WHAT NEEDS TO BE DONE:
Report every line of the listing below in which the string "labels" appears.

DATA SUPPLIED:
....................

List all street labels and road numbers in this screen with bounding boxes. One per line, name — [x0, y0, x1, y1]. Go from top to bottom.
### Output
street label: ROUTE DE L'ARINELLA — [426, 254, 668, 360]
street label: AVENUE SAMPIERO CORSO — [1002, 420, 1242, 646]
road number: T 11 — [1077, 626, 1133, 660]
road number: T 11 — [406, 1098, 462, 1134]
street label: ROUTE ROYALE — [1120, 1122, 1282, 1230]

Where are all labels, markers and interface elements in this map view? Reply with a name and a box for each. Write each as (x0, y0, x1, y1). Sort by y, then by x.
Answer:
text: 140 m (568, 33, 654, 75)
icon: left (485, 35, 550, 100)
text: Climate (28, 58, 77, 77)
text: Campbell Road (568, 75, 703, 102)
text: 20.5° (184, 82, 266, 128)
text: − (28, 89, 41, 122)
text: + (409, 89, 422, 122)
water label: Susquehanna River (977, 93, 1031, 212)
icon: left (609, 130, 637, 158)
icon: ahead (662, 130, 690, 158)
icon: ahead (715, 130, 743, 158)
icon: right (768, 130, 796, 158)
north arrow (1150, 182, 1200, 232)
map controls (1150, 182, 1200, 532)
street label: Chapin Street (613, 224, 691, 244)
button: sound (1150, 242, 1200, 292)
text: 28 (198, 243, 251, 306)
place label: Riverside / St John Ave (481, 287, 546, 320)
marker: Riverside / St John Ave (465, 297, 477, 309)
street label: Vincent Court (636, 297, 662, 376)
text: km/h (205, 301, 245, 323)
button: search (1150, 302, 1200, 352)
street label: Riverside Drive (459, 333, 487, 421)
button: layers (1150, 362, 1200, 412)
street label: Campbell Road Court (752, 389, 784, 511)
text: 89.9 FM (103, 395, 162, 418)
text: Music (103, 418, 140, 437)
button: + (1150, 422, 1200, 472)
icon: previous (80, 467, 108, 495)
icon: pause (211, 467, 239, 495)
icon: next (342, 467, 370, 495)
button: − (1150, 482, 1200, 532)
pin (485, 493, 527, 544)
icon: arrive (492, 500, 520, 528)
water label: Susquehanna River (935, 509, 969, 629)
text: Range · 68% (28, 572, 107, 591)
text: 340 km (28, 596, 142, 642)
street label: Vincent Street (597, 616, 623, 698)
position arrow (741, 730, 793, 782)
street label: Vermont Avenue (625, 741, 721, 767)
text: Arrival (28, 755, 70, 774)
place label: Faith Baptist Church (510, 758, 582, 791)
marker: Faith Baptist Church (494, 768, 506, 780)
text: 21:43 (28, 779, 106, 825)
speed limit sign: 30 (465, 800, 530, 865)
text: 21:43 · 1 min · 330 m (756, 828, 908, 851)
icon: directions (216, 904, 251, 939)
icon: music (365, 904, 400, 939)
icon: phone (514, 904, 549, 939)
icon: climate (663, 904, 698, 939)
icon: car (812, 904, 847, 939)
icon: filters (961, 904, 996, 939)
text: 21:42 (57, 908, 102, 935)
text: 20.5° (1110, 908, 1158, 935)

....................

WRITTEN SOLUTION:
List all street labels and road numbers in this screen with bounding boxes. One per line, name — [x0, y0, x1, y1]. Go from top to bottom.
Where are all labels, markers and interface elements in this map view? Reply with a name and a box for each. Write each as (x0, y0, x1, y1). Sort by y, then by x.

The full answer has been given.